Il libro di cui parliamo oggi è un reportage scritto dalla giornalista italiana Ilaria Guidantoni e pubblicato dalle Edizioni Albeggi nel 2013.
Le pagine che scorrono ci conducono per mano ad osservare la società tunisina all’indomani della rivoluzione dei gelsomini del gennaio 2011. Lo sguardo dell’autrice prova ad indagare i cambiamenti che la rivolta ha generato a distanza di un anno e lo fa in una sorta di tour di opinioni, interpellando intellettuali, artisti, imprenditori e persone comuni, come tassisti, commessi o ragazze che lavorano nei call center. Ognuno di loro racconta la propria rivoluzione, il proprio rapporto con la società che cambia o che non cambia affatto, fra speranze e delusioni.

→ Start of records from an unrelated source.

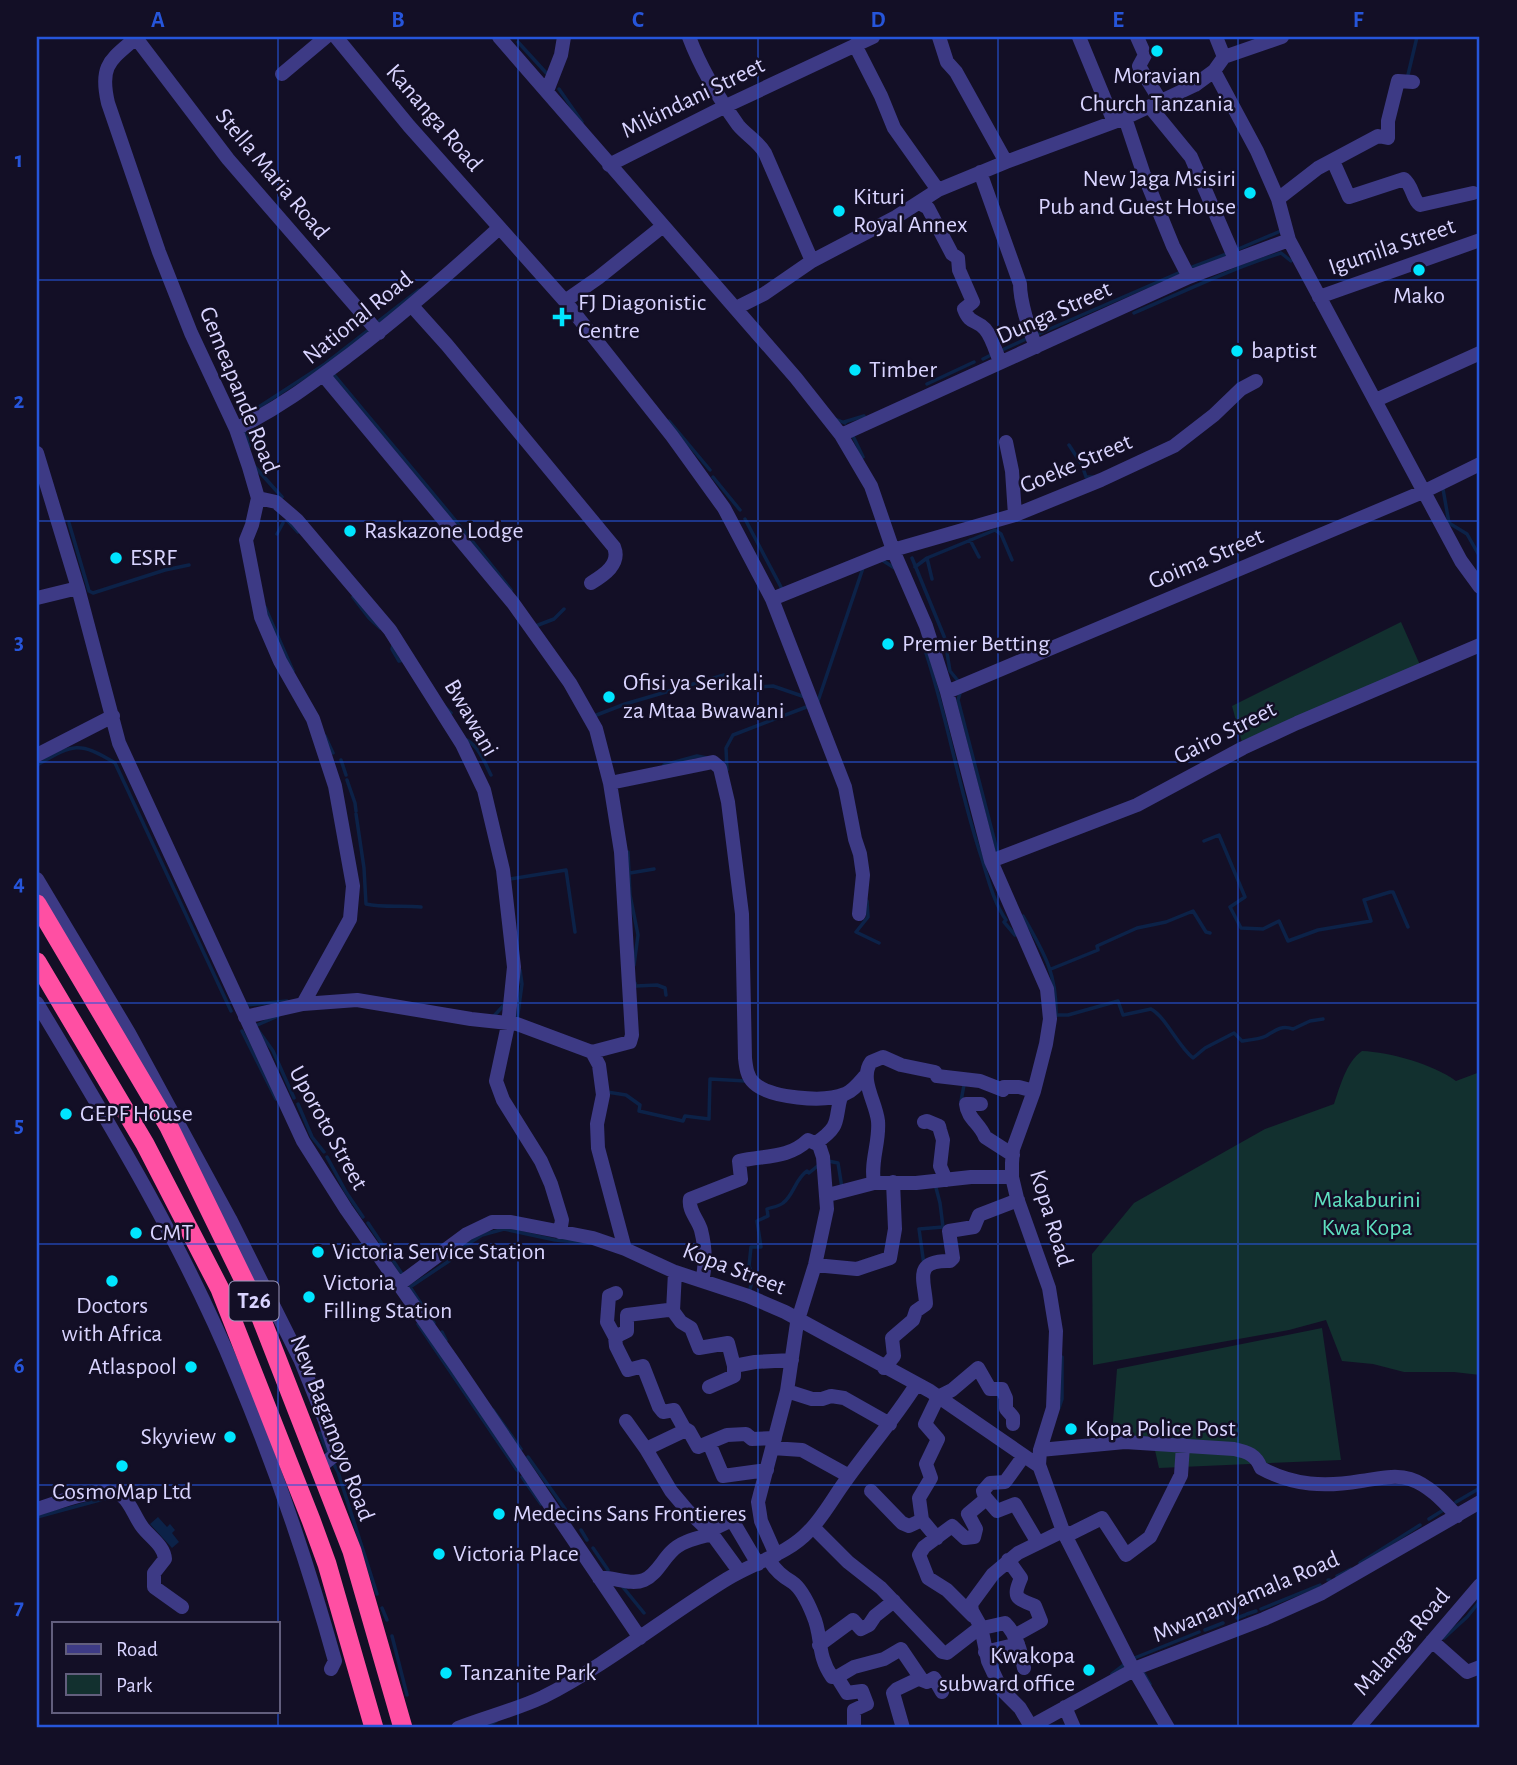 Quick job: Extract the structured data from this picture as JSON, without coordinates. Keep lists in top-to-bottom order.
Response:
{
  "streets": {
    "highway": ["T26", "New Bagamoyo Road"],
    "street": [
      "Mikindani Street",
      "Kananga Road",
      "Stella Maria Road",
      "Igumila Street",
      "Dunga Street",
      "National Road",
      "Gemeapande Road",
      "Goeke Street",
      "Goima Street",
      "Bwawani",
      "Gairo Street",
      "Uporoto Street",
      "Kopa Road",
      "Kopa Street",
      "Mwananyamala Road",
      "Malanga Road"
    ]
  },
  "crossings": [
    ["Mikindani Street", "Kopa Road"],
    ["Kananga Road", "National Road"],
    ["Kananga Road", "Goeke Street"],
    ["Stella Maria Road", "National Road"],
    ["Stella Maria Road", "Gemeapande Road"],
    ["Dunga Street", "Kopa Road"],
    ["National Road", "Gemeapande Road"],
    ["Gemeapande Road", "Bwawani"],
    ["Goeke Street", "Kopa Road"],
    ["Goima Street", "Kopa Road"],
    ["Bwawani", "Kopa Street"],
    ["Gairo Street", "Kopa Road"],
    ["Uporoto Street", "Kopa Street"],
    ["Kopa Road", "Kopa Street"],
    ["Kopa Road", "Mwananyamala Road"]
  ],
  "parks": ["Makaburini Kwa Kopa"],
  "places": {
    "other": [
      "Moravian Church Tanzania",
      "New Jaga Msisiri Pub and Guest House",
      "Kituri Royal Annex",
      "Mako",
      "baptist",
      "Timber",
      "Raskazone Lodge",
      "ESRF",
      "Premier Betting",
      "Ofisi ya Serikali za Mtaa Bwawani",
      "GEPF House",
      "CMT",
      "Victoria Service Station",
      "Doctors with Africa",
      "Victoria Filling Station",
      "Atlaspool",
      "Kopa Police Post",
      "Skyview",
      "CosmoMap Ltd",
      "Medecins Sans Frontieres",
      "Victoria Place",
      "Kwakopa subward office",
      "Tanzanite Park"
    ],
    "health": ["FJ Diagonistic Centre"]
  },
  "legend": ["Road", "Park"],
  "grid": {
    "columns": [
      "A",
      "B",
      "C",
      "D",
      "E",
      "F"
    ],
    "rows": [
      "1",
      "2",
      "3",
      "4",
      "5",
      "6",
      "7"
    ]
  }
} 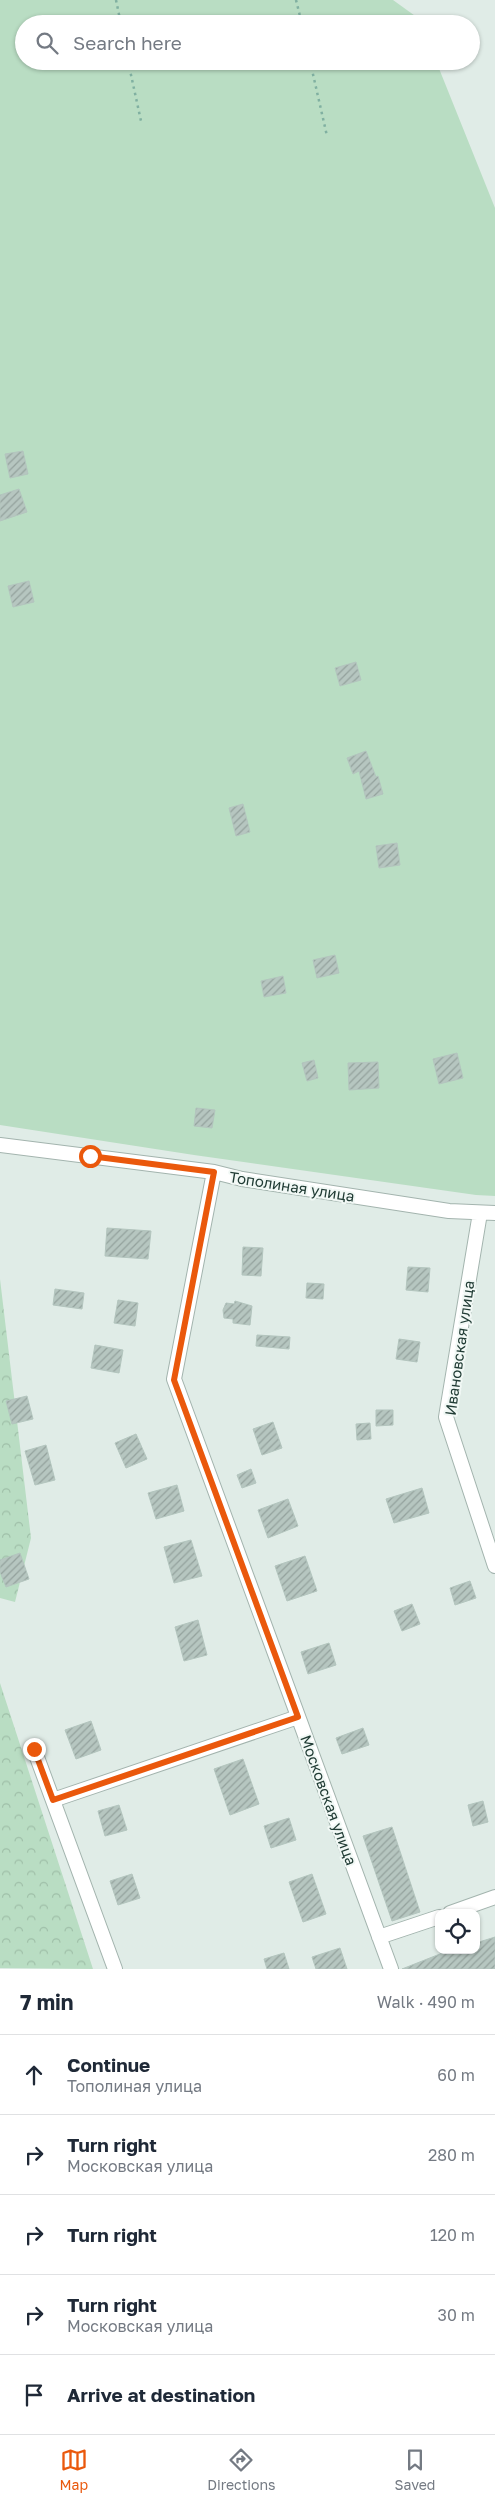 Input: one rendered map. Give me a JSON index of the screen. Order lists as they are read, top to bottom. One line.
{"streets":{"street":["Тополиная улица","Ивановская улица","Московская улица"]},"crossings":[["Тополиная улица","Ивановская улица"],["Тополиная улица","Московская улица"]],"page":{"search":"Search here","heading":["7 min","Walk · 490 m"],"list":[["Continue","Тополиная улица","60 m"],["Turn right","Московская улица","280 m"],["Turn right","120 m"],["Turn right","Московская улица","30 m"],"Arrive at destination"],"nav":["Map","Directions","Saved"]}}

L’obiettivo dichiarato della Guidantoni attraverso questo libro è quello di sondare la transizione dalla caduta di Bin Ali nel gennaio del 2011 fino al momento in cui il libro è stato scritto, cercare di raccontare la fase di passaggio verso la democrazia e comprendere con quali sentimenti questa fase viene vissuta dai tunisini. La prima sensazione registrata è stata quella di trovarsi in una situazione molto fluida, dove l’incertezza è il contenitore all’interno del quale si muovono lentezze ed entusiasmi.
Il viaggio dell’autrice parte dai primi giorni del coprifuoco, attraversa l’euforia della rivolta, la post rivoluzione e il primo Ramadan post Bin Ali, le prime elezioni libere per approdare infine alla stagnazione economica. Un viaggio quindi non nel senso turistico del termine, quanto invece un viaggio all’interno di categorie sociali, politiche e culturali nelle quali si estrinseca la Tunisia post rivoluzionaria. Le conversazioni con i vari interlocutori permettono all’autrice di disegnare una mappa di una transizione emozionale prima ancora che politica.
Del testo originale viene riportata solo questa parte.